*** Opening DATA FOR ANALYSIS ***

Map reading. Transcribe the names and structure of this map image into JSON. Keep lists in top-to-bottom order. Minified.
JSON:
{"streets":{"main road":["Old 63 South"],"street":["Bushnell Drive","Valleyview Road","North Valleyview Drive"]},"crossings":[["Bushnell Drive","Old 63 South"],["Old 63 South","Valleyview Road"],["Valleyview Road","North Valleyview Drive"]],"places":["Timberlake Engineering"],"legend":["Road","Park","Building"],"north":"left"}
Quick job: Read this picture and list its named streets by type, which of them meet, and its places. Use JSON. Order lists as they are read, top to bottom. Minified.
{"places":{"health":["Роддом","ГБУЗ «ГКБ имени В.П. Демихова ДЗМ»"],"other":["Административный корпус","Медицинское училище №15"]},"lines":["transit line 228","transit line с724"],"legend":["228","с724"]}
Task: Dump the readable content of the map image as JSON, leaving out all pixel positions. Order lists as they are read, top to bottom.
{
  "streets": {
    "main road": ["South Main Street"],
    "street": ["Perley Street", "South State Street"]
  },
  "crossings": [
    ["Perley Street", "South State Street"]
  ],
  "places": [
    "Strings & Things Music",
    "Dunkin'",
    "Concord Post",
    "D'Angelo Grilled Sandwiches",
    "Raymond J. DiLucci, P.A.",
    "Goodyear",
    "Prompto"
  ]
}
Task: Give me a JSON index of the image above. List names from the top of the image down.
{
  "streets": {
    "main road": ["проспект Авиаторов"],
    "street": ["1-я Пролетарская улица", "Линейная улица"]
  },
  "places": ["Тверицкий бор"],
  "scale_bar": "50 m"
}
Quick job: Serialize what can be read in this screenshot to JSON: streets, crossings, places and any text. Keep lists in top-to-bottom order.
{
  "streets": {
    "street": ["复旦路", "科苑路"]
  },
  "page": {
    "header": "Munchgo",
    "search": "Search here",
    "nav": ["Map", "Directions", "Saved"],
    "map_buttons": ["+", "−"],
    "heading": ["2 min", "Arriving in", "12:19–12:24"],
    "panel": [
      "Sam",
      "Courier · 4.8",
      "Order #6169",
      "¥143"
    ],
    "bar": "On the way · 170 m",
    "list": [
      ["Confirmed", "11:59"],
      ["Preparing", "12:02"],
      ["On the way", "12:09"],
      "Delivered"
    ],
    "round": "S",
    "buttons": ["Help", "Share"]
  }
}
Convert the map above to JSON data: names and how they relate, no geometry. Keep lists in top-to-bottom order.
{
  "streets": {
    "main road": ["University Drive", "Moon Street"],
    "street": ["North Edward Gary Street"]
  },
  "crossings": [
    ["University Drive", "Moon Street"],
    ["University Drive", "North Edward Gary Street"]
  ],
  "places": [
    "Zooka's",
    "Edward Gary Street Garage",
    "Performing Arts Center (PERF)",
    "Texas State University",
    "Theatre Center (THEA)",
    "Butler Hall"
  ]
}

*** Closing DATA FOR ANALYSIS ***

## INSTRUCTIONS FOR THE TASK
Retype the records that precede this task, keeping them exactly the same.

## RESULT
Map reading. Transcribe the names and structure of this map image into JSON. Keep lists in top-to-bottom order. Minified.
JSON:
{"streets":{"main road":["Old 63 South"],"street":["Bushnell Drive","Valleyview Road","North Valleyview Drive"]},"crossings":[["Bushnell Drive","Old 63 South"],["Old 63 South","Valleyview Road"],["Valleyview Road","North Valleyview Drive"]],"places":["Timberlake Engineering"],"legend":["Road","Park","Building"],"north":"left"}
Quick job: Read this picture and list its named streets by type, which of them meet, and its places. Use JSON. Order lists as they are read, top to bottom. Minified.
{"places":{"health":["Роддом","ГБУЗ «ГКБ имени В.П. Демихова ДЗМ»"],"other":["Административный корпус","Медицинское училище №15"]},"lines":["transit line 228","transit line с724"],"legend":["228","с724"]}
Task: Dump the readable content of the map image as JSON, leaving out all pixel positions. Order lists as they are read, top to bottom.
{
  "streets": {
    "main road": ["South Main Street"],
    "street": ["Perley Street", "South State Street"]
  },
  "crossings": [
    ["Perley Street", "South State Street"]
  ],
  "places": [
    "Strings & Things Music",
    "Dunkin'",
    "Concord Post",
    "D'Angelo Grilled Sandwiches",
    "Raymond J. DiLucci, P.A.",
    "Goodyear",
    "Prompto"
  ]
}
Task: Give me a JSON index of the image above. List names from the top of the image down.
{
  "streets": {
    "main road": ["проспект Авиаторов"],
    "street": ["1-я Пролетарская улица", "Линейная улица"]
  },
  "places": ["Тверицкий бор"],
  "scale_bar": "50 m"
}
Quick job: Serialize what can be read in this screenshot to JSON: streets, crossings, places and any text. Keep lists in top-to-bottom order.
{
  "streets": {
    "street": ["复旦路", "科苑路"]
  },
  "page": {
    "header": "Munchgo",
    "search": "Search here",
    "nav": ["Map", "Directions", "Saved"],
    "map_buttons": ["+", "−"],
    "heading": ["2 min", "Arriving in", "12:19–12:24"],
    "panel": [
      "Sam",
      "Courier · 4.8",
      "Order #6169",
      "¥143"
    ],
    "bar": "On the way · 170 m",
    "list": [
      ["Confirmed", "11:59"],
      ["Preparing", "12:02"],
      ["On the way", "12:09"],
      "Delivered"
    ],
    "round": "S",
    "buttons": ["Help", "Share"]
  }
}
Convert the map above to JSON data: names and how they relate, no geometry. Keep lists in top-to-bottom order.
{
  "streets": {
    "main road": ["University Drive", "Moon Street"],
    "street": ["North Edward Gary Street"]
  },
  "crossings": [
    ["University Drive", "Moon Street"],
    ["University Drive", "North Edward Gary Street"]
  ],
  "places": [
    "Zooka's",
    "Edward Gary Street Garage",
    "Performing Arts Center (PERF)",
    "Texas State University",
    "Theatre Center (THEA)",
    "Butler Hall"
  ]
}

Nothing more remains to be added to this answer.